In the usual cannister vacuum cleaner, the lid is a separate disc or plate that is attached and perhaps clamped over the open top of the cannister. The lid is typically a flat surfaced disc. To provide the lid with the strength needed for supporting the motor, especially while it is in operation, and for supporting the filter assembly, the lid is typically formed of a strong, relatively rigid metal disc. The periphery of the disc is shaped to sealingly engage the upper end of the side walls of the tank. A hole is cut through the lid just beneath the mounting for the motor and this hole provides communication between the interior of the tank and the impeller fan driven by the motor.
A filter assembly is interposed between the interior of the tank and the inlet to the impeller fan for capturing particulate matter so that it does not escape into and past the fan and is not expelled from the vacuum cleaner. In the typical tank vacuum cleaner, directly beneath the lid of the tank and at the inlet to the impeller fan, there is a filter support for supporting a replaceable filter element. Typically, the filter support is in the form of a filter cage which is generally cylindrically shaped, and the filter element is in the form of a cylindrical annulus which is removably press fit over the filter cage. The annular sides of the filter cage are defined by vertical ribs, shaped and placed to support the surrounding filter element, yet spaced apart so as not to interfere with air flow. The bottom of the filter cage is closed off.
In situations where liquid or wet materials are being collected, it is necessary that the flow out of the tank and into the vacuum cleaner motor be halted before the liquid or wet material is drawn into the motor.

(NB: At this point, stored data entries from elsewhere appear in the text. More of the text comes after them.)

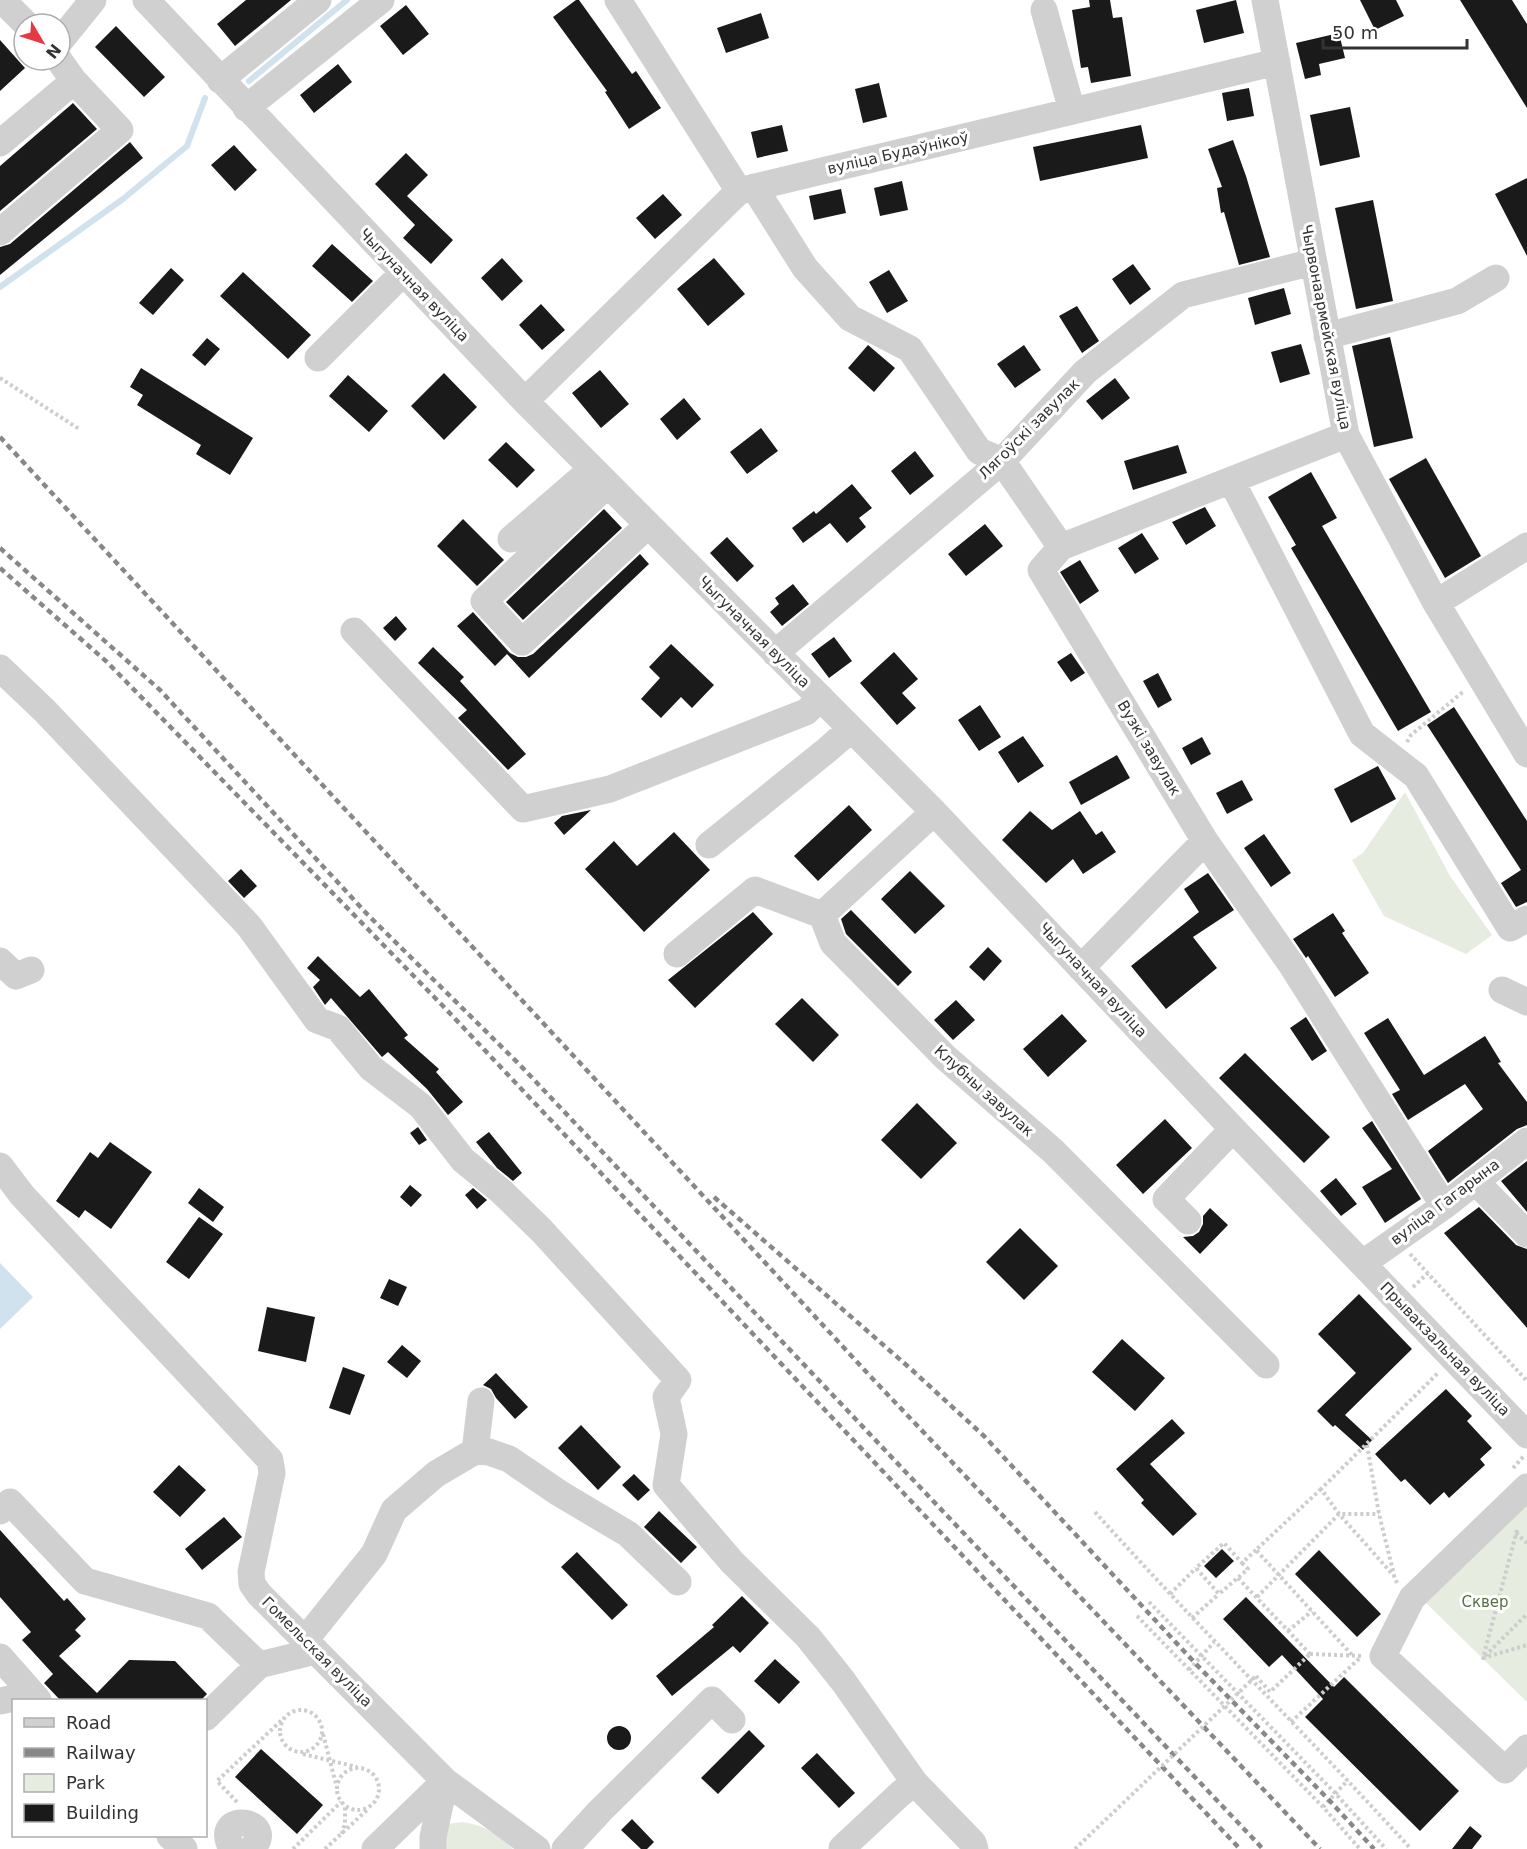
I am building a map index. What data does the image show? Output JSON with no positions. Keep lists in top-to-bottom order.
{
  "streets": {
    "street": [
      "вуліца Будаўнікоў",
      "Чыгуначная вуліца",
      "Чырвонаармейская вуліца",
      "Лягоўскі завулак",
      "Вузкі завулак",
      "Клубны завулак",
      "вуліца Гагарына",
      "Прывакзальная вуліца",
      "Гомельская вуліца"
    ]
  },
  "crossings": [
    ["вуліца Будаўнікоў", "Чырвонаармейская вуліца"],
    ["Чыгуначная вуліца", "Лягоўскі завулак"],
    ["Чыгуначная вуліца", "вуліца Гагарына"],
    ["Чыгуначная вуліца", "Прывакзальная вуліца"],
    ["Чырвонаармейская вуліца", "Лягоўскі завулак"],
    ["Чырвонаармейская вуліца", "Вузкі завулак"],
    ["Вузкі завулак", "вуліца Гагарына"],
    ["вуліца Гагарына", "Прывакзальная вуліца"]
  ],
  "parks": ["Сквер"],
  "legend": [
    "Road",
    "Railway",
    "Park",
    "Building"
  ],
  "scale_bar": "50 m",
  "north": "bottom right"
}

For supporting the particulate material filter element, the filter cage of the typical cannister vacuum cleaner is secured to the underside of the lid around the hole through the lid. Typically, the filter cage is a molded plastic unit with an annular collar at its upper edge. This collar is bolted to the underside of the lid. The separate formation of the lid and filter cage and the later attachment together of these elements necessitates separate formation and attachment procedures, which it would be desirable to eliminate or reduce.
Inside the filter cage, there is a float element that sits on the base of the filter cage and that is adapted to float up through the filter cage once the level of liquid in the tank rises above the bottom of the filter cage. The float element comprises a freely floating ball or cylinder. The float element eventually floats up high enough to seal the inlet to the impeller fan. Further operation of the vacuum cleaner is blocked until the tank is emptied of collected material. At the same time, the filter element may also be replaced.
The bottom end of the filter cage is closed off by a bottom cover. A separate inlet grid element is attached across the hole through the tank lid for permitting air to pass through the hole in the lid while also enclosing the top end of the filter cage.
It is the primary object of the present invention to simplify the construction and assembly of the lid and filter cage of a cannister type vacuum cleaner.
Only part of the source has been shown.